[Date Prev][Date Next][Thread Prev][Thread Next][Date Index][Thread Index]

Re: [Condor-users] Questions about DAGMAN jobs & How to setup notification to other users in DAGMAN jobs?



On Wed, 22 Jul 2009, Alas, Alex [FEDI] wrote:

I am here again requesting expert help. I've been away for a while which
is a good thing because my condor environment have been stabled and
working fine also I've been on top of all the needs so far so I thank
you all for the help and support you have been giving me through all
these past times.

I am starting to play with DAGMAN jobs and so far I was able to
successfully submit a few testing jobs but I don't know how to make
DAGMAN submit file to issue a notification to other users (different
than the one is submitting the job).

If you just want to notify a single user, you can do this:

  condor_submit_dag -append 'notify_user = <email>' <whatever>.dag

If you want to notify multiple users, I think you'd have to do something like add a final node to the DAG that would send the notification.

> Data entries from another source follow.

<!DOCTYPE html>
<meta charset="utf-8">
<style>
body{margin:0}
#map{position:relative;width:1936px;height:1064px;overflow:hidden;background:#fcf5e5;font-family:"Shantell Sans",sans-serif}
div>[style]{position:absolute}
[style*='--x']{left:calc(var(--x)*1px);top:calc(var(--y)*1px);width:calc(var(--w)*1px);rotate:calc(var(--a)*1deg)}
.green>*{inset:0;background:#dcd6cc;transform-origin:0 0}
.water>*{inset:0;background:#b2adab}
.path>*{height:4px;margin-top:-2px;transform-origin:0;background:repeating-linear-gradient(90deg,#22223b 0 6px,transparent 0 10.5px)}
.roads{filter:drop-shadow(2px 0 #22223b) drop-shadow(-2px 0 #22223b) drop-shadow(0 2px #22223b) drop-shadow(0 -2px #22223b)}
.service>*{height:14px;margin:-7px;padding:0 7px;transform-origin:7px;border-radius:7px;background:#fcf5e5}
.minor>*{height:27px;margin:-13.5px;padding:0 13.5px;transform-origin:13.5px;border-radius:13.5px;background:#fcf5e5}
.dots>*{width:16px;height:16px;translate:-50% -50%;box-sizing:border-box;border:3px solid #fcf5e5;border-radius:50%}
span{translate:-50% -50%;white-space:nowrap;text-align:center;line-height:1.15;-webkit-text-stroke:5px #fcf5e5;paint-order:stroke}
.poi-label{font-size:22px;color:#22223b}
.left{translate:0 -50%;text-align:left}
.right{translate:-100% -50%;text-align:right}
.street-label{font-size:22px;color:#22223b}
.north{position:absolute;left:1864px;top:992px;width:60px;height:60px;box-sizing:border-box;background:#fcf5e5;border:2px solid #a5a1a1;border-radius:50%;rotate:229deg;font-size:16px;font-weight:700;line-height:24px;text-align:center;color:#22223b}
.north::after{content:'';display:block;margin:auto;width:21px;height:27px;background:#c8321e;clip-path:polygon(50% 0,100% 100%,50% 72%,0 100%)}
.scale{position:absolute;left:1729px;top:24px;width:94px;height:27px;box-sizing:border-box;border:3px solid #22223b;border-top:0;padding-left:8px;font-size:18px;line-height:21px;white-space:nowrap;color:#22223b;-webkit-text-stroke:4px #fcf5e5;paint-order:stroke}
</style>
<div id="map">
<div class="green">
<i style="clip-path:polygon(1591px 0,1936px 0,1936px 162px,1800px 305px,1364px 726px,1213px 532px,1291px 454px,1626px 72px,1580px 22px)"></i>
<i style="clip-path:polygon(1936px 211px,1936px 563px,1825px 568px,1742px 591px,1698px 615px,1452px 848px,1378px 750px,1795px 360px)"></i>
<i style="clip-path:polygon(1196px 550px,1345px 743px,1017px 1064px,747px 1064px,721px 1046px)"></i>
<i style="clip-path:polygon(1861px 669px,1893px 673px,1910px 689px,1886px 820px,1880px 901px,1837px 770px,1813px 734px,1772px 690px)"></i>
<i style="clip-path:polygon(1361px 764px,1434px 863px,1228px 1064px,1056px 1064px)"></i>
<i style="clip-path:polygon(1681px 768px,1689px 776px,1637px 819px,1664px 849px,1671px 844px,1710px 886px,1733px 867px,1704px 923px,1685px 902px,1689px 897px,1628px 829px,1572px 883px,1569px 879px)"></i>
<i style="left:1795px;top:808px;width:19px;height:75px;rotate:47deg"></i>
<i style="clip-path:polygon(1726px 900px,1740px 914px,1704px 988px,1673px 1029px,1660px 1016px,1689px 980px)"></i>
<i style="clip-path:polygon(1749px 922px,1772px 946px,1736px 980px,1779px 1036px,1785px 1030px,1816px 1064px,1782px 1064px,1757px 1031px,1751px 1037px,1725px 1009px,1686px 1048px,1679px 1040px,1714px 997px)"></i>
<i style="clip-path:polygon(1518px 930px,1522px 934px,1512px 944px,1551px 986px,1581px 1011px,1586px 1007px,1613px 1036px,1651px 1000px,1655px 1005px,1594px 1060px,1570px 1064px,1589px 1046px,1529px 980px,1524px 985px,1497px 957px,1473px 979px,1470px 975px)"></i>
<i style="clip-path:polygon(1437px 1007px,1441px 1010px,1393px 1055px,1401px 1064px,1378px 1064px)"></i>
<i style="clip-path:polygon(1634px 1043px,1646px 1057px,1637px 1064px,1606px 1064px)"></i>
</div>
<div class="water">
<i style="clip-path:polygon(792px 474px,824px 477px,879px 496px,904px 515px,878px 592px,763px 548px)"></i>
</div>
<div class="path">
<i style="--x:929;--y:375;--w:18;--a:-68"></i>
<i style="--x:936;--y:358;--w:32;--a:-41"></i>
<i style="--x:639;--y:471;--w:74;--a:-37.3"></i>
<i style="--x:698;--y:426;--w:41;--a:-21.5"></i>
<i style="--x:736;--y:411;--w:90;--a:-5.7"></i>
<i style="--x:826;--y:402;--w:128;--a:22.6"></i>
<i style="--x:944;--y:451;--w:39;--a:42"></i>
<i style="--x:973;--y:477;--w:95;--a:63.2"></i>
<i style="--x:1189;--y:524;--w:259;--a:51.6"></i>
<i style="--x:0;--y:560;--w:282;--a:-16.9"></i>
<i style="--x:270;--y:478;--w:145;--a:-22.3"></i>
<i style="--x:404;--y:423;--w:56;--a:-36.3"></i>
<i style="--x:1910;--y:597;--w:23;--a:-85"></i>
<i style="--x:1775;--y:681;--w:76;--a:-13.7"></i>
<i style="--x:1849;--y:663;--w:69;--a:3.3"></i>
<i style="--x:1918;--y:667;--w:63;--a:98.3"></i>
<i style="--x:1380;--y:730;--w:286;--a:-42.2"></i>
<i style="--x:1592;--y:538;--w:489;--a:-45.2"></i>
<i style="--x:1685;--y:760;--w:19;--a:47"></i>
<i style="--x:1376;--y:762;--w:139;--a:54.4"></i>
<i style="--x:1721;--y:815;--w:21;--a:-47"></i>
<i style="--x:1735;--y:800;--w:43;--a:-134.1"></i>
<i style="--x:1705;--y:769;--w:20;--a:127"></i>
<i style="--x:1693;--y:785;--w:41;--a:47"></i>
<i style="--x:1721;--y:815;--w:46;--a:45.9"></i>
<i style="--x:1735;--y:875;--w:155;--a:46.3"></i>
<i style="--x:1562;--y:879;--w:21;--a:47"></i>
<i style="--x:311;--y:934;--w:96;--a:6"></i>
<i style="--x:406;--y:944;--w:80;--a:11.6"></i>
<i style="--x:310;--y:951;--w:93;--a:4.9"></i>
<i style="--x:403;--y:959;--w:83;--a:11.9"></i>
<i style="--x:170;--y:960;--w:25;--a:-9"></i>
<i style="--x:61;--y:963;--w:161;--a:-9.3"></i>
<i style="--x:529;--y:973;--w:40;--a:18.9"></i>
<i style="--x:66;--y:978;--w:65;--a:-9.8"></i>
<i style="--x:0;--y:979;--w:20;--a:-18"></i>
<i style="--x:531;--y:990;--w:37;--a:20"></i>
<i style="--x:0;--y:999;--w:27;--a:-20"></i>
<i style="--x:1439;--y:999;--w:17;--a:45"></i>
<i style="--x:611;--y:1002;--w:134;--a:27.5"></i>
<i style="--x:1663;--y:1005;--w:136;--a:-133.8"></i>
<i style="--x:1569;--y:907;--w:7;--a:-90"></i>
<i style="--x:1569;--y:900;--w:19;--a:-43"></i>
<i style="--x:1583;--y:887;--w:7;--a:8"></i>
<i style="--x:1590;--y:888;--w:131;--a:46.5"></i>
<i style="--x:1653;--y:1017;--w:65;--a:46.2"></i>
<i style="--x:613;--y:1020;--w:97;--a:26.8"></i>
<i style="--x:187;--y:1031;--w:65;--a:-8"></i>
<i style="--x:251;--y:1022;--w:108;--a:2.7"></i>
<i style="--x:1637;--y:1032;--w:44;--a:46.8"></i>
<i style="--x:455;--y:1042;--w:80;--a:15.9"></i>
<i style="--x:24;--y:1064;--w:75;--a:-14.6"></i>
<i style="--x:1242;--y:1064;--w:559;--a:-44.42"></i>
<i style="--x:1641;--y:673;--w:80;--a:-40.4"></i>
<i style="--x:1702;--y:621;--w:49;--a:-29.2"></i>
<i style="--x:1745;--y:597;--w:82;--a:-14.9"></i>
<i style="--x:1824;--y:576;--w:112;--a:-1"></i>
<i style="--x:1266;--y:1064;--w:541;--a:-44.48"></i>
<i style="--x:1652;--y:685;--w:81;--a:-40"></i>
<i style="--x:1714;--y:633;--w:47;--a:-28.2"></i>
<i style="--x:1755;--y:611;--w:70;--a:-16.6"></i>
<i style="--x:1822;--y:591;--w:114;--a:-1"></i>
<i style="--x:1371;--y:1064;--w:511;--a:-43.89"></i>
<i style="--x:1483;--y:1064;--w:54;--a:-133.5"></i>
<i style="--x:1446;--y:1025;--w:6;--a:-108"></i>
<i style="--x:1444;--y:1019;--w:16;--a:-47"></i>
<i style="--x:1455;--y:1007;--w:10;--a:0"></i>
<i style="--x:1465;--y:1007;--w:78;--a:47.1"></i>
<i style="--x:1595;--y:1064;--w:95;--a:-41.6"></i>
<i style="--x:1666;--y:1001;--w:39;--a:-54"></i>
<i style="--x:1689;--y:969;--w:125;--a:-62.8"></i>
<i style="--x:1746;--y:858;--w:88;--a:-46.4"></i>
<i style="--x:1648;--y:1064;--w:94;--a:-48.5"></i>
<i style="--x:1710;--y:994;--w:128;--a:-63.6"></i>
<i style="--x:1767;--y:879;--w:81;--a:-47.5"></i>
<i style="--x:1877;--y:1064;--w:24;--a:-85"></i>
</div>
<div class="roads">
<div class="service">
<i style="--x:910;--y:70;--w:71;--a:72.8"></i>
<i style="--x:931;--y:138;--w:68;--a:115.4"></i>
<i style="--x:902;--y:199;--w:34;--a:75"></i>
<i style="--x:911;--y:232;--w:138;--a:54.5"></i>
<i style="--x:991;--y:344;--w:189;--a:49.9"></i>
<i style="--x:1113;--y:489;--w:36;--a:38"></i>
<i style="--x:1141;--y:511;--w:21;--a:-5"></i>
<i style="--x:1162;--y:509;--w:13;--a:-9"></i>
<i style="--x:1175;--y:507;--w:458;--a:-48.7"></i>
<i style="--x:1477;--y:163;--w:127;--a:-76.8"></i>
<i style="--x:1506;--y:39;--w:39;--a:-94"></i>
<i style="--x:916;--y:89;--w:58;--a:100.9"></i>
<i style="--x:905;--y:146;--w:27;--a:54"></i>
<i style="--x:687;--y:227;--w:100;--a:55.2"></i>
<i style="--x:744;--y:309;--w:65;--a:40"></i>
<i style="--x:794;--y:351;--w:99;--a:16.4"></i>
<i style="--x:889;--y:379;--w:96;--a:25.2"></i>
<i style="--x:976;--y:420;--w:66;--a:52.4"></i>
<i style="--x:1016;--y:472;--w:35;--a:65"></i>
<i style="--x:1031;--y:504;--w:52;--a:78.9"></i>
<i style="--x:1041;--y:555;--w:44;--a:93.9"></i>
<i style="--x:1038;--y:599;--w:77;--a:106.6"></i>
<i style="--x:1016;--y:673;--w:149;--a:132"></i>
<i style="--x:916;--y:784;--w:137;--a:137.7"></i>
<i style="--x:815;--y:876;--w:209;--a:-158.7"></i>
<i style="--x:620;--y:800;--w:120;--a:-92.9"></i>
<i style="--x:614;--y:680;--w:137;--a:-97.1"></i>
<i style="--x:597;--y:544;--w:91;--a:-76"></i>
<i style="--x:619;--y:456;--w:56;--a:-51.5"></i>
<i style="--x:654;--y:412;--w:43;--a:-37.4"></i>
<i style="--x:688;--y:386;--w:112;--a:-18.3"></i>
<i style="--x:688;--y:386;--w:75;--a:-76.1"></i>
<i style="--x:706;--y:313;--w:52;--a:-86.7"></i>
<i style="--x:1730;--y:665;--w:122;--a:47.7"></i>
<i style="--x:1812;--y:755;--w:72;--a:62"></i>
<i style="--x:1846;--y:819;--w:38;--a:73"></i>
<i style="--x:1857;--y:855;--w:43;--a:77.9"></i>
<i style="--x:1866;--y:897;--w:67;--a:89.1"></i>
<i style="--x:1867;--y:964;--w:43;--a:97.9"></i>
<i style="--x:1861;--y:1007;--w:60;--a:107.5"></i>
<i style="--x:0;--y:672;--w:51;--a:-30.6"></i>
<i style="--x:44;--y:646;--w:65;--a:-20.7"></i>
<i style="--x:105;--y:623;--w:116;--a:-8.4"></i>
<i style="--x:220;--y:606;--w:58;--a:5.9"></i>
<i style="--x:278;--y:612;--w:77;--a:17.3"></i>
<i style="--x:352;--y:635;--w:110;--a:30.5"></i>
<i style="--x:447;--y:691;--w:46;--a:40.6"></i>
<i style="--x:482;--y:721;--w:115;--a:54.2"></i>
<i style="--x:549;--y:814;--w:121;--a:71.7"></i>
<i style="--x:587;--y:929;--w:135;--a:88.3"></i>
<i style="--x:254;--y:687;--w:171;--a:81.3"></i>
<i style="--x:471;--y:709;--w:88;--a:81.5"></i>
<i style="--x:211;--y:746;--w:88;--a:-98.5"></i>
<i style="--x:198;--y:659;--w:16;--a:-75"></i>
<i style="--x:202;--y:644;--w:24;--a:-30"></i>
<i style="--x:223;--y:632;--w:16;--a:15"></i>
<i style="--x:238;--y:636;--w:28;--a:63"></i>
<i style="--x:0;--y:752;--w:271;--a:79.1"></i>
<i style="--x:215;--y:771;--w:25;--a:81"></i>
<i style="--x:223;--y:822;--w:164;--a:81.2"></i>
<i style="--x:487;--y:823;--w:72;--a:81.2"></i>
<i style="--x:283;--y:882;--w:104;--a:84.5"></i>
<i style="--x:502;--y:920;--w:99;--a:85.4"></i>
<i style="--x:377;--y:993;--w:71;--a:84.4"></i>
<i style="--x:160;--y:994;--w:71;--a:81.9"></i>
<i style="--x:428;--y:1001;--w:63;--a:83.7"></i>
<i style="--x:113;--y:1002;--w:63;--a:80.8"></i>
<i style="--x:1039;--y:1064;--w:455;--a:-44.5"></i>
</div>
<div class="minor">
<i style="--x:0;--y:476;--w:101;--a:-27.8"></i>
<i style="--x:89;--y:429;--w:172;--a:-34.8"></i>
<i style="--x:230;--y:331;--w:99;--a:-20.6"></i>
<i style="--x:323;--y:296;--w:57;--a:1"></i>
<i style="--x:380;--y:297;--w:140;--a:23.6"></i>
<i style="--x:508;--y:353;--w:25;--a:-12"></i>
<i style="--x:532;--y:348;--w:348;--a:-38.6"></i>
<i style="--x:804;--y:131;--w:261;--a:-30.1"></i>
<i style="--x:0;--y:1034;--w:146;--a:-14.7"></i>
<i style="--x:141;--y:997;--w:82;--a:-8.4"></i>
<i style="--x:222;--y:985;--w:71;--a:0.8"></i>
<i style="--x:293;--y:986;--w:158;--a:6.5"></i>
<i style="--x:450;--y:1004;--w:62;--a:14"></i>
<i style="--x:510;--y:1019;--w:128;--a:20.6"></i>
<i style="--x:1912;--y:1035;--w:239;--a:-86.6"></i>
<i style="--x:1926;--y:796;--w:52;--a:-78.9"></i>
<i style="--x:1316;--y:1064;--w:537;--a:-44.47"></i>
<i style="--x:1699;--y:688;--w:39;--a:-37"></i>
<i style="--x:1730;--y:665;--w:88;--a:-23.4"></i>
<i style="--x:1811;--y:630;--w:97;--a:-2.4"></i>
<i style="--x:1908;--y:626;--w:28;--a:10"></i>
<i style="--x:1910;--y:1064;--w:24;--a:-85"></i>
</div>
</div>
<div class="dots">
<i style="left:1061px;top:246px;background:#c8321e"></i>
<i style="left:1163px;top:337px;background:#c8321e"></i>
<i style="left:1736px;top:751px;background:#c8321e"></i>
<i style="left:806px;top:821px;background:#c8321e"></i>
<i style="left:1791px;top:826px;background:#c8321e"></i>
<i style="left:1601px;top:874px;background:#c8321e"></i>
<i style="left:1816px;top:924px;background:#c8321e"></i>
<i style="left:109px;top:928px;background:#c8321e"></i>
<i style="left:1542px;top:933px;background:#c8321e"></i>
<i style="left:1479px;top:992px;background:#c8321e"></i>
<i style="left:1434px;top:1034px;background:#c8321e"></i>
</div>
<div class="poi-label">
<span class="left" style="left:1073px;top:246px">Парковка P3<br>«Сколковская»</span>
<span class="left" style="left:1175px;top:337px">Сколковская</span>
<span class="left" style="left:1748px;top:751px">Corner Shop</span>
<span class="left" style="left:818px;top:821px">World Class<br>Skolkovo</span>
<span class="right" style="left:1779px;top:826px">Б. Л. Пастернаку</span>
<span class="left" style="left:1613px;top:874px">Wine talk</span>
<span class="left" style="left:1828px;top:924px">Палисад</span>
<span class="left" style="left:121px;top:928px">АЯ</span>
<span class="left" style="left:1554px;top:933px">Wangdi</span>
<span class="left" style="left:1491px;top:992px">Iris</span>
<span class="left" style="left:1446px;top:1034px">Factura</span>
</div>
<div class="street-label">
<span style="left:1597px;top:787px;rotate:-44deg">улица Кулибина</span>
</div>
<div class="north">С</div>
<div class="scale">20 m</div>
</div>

One more thing, I have read in some DAGMAN tutorials that you can
configure a Rescue part within the DAGMAN jobs but after searching all
over the manual and within those same tutorials I don't find the correct
way to do it, maybe I am looking at the wrong documentation, if anyone
here can point me to a link or document where the rescue part is well
explain, please do so.

Well, you don't really "configure" a rescue DAG -- you get a rescue DAG
if your DAG fails because a node or nodes fail, or because the DAGMan
job itself is condor_rm'ed.  If you are running a fairly recent version
of DAGMan (7.1.0 or later), if a rescue DAG exists, it is run automatically when you run the "base" DAG. With older versions you need to manually run the rescue DAG (e.g., 'condor_submit_dag foo.dag.rescue').

Kent Wenger
Condor Team